Work instructions =
Whenever the string "webkit" turns up in a line below, that line should be copied.

Input data =
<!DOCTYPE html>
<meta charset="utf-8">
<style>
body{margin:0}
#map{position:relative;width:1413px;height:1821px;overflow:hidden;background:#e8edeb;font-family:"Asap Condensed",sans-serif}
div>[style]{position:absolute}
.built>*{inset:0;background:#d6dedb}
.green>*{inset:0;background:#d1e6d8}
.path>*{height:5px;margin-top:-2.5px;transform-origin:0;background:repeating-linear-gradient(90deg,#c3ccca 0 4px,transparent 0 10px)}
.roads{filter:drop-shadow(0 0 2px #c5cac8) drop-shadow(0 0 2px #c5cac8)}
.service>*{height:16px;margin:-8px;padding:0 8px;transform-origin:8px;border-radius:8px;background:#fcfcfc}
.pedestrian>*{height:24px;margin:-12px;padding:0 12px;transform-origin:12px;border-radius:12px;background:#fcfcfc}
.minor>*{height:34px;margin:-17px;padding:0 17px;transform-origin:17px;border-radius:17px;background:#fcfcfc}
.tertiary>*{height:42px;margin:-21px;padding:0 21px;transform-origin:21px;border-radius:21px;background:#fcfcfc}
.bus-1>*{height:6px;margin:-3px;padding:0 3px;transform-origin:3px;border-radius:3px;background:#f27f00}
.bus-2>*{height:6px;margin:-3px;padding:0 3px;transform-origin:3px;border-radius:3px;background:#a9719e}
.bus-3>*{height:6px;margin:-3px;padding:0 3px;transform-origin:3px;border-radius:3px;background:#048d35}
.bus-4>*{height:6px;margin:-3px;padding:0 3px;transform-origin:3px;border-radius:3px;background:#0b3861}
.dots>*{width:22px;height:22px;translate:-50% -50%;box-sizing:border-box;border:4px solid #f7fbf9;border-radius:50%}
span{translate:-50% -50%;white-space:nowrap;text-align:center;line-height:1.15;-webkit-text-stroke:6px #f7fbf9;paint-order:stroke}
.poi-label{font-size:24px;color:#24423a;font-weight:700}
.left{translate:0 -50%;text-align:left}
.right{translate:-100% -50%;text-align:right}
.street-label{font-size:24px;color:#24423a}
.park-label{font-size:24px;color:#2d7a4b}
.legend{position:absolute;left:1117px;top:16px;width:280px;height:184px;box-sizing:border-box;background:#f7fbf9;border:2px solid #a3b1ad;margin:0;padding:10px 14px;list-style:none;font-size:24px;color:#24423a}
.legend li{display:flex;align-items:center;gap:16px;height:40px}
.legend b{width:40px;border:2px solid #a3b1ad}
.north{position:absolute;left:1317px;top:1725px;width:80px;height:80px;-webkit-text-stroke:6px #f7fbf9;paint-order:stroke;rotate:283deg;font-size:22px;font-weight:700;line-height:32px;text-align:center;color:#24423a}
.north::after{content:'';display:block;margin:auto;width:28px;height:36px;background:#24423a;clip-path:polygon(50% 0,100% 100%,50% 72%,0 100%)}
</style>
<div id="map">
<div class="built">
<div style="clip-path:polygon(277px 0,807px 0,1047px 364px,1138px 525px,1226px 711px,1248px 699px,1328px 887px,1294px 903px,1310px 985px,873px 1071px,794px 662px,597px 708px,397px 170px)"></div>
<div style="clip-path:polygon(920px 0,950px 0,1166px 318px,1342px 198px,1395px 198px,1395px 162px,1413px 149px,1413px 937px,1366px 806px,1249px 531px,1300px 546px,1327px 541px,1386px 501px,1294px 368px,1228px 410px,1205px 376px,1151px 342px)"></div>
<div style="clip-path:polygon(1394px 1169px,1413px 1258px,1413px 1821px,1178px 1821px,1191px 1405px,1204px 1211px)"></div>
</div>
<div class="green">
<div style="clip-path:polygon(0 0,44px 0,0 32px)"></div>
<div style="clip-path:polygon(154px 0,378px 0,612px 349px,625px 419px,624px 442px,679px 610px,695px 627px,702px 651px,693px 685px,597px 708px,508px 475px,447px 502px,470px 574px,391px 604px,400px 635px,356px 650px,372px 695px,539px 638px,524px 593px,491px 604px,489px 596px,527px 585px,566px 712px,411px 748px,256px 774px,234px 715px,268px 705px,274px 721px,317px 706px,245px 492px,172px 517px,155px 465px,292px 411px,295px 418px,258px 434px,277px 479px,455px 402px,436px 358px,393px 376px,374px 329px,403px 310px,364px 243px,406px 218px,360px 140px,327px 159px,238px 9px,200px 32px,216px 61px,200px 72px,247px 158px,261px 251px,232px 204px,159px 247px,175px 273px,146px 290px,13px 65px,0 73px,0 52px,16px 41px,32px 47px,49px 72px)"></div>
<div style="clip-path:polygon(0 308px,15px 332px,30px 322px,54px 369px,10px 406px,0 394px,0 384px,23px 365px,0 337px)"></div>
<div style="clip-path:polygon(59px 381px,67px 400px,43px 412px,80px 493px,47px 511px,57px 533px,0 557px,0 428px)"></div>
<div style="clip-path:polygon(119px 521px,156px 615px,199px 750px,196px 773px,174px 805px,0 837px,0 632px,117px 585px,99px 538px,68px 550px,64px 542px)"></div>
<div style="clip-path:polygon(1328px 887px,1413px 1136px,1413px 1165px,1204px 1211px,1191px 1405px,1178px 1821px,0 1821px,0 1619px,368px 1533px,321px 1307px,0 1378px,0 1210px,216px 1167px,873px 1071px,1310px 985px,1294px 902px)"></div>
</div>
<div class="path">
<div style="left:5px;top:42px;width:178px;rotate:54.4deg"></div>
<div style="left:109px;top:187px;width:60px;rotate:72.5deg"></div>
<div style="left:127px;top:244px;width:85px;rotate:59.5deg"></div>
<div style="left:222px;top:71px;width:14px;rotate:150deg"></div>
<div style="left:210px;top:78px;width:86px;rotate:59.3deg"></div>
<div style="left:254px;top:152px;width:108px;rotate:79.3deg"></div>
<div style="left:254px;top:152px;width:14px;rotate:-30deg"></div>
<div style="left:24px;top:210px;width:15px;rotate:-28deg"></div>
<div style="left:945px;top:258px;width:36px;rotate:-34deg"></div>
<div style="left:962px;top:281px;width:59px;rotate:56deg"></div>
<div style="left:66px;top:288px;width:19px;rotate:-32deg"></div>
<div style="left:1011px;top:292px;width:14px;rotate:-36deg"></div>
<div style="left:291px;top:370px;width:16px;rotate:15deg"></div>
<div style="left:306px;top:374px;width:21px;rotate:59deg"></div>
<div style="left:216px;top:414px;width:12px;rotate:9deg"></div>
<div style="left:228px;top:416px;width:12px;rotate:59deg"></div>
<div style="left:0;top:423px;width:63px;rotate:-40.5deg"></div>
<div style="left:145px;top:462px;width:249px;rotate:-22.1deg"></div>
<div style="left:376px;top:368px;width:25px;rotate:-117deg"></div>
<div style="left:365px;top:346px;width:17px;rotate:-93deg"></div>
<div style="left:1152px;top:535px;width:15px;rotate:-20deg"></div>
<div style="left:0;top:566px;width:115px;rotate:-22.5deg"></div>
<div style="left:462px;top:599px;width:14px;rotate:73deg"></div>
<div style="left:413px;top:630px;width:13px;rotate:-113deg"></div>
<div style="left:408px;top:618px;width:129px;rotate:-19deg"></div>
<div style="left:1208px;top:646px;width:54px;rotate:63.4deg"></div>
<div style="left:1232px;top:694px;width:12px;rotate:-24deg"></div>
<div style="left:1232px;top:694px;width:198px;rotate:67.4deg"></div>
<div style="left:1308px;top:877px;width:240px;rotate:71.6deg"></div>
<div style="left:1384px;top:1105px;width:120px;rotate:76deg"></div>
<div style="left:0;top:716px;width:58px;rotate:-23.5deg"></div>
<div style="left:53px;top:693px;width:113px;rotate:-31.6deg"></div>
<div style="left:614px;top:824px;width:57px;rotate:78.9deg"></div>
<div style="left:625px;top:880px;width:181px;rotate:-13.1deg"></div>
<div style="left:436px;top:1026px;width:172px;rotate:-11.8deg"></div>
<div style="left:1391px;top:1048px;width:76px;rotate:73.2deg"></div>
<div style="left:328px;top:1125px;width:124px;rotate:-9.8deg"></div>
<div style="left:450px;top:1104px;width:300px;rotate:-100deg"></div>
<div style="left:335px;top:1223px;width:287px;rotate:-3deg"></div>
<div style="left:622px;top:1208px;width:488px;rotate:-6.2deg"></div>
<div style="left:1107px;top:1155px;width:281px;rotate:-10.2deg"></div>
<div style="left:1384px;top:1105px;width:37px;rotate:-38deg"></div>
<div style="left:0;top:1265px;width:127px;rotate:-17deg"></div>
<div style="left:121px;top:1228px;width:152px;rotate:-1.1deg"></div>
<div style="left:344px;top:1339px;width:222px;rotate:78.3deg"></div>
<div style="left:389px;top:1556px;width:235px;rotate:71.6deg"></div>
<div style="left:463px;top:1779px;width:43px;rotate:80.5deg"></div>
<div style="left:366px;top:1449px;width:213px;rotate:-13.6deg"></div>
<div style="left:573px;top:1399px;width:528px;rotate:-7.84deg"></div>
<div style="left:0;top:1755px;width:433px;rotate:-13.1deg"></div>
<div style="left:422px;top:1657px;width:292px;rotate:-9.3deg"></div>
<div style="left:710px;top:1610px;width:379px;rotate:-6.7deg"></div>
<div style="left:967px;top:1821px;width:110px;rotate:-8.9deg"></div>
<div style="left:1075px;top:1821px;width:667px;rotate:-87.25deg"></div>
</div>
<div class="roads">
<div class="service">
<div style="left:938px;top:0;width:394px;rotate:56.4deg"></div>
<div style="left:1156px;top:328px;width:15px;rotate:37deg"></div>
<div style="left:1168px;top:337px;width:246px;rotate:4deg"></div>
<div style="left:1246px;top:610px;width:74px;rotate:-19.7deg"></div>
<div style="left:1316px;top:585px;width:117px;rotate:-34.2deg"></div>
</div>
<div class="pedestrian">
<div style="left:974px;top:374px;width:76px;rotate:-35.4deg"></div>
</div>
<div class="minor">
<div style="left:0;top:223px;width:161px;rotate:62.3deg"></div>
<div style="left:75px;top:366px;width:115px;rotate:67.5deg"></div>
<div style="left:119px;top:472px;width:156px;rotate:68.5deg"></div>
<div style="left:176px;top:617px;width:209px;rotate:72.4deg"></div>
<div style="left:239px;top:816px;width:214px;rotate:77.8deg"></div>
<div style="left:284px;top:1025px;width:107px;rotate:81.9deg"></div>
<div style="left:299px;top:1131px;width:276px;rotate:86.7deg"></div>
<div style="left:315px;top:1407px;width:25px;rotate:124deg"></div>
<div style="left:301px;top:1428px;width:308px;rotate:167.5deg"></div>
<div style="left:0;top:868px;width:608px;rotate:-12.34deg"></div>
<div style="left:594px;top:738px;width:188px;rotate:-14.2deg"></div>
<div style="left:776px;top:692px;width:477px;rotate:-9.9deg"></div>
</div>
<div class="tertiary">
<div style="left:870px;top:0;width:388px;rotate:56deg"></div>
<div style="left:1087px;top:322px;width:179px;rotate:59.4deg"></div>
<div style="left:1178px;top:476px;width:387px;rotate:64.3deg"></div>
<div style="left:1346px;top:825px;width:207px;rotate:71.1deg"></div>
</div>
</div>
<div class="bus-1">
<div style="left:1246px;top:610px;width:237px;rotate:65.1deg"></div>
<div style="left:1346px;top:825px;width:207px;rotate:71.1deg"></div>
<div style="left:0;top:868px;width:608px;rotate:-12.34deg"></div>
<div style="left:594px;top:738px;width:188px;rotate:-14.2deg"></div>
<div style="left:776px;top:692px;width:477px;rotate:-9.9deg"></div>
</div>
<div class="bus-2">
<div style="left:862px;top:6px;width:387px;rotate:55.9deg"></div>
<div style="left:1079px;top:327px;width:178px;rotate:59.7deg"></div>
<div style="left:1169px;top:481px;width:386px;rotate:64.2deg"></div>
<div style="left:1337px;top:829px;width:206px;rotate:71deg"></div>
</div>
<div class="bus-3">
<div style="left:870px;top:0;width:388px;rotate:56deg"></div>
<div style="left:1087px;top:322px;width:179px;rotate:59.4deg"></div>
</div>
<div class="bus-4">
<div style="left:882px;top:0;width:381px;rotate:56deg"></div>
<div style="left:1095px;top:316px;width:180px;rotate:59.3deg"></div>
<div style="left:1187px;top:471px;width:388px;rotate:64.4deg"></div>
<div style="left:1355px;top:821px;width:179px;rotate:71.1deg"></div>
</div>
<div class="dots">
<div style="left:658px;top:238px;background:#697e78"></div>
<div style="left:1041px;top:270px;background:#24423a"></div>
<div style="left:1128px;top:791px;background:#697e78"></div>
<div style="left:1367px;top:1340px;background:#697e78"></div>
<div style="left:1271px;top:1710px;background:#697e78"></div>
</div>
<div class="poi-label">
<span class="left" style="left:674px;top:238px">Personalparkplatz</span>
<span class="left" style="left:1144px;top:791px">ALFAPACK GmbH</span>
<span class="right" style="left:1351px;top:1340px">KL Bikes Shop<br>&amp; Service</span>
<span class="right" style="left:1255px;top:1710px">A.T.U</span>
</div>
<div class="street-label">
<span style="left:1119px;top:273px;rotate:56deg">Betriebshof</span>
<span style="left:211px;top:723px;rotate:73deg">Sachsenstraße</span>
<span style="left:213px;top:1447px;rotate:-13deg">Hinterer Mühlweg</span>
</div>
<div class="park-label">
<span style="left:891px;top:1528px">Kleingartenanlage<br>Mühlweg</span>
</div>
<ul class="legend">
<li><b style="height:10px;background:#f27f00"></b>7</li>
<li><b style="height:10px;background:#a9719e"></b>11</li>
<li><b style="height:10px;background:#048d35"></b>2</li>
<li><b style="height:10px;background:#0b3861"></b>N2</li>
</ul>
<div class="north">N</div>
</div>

Task output =
span{translate:-50% -50%;white-space:nowrap;text-align:center;line-height:1.15;-webkit-text-stroke:6px #f7fbf9;paint-order:stroke}
.north{position:absolute;left:1317px;top:1725px;width:80px;height:80px;-webkit-text-stroke:6px #f7fbf9;paint-order:stroke;rotate:283deg;font-size:22px;font-weight:700;line-height:32px;text-align:center;color:#24423a}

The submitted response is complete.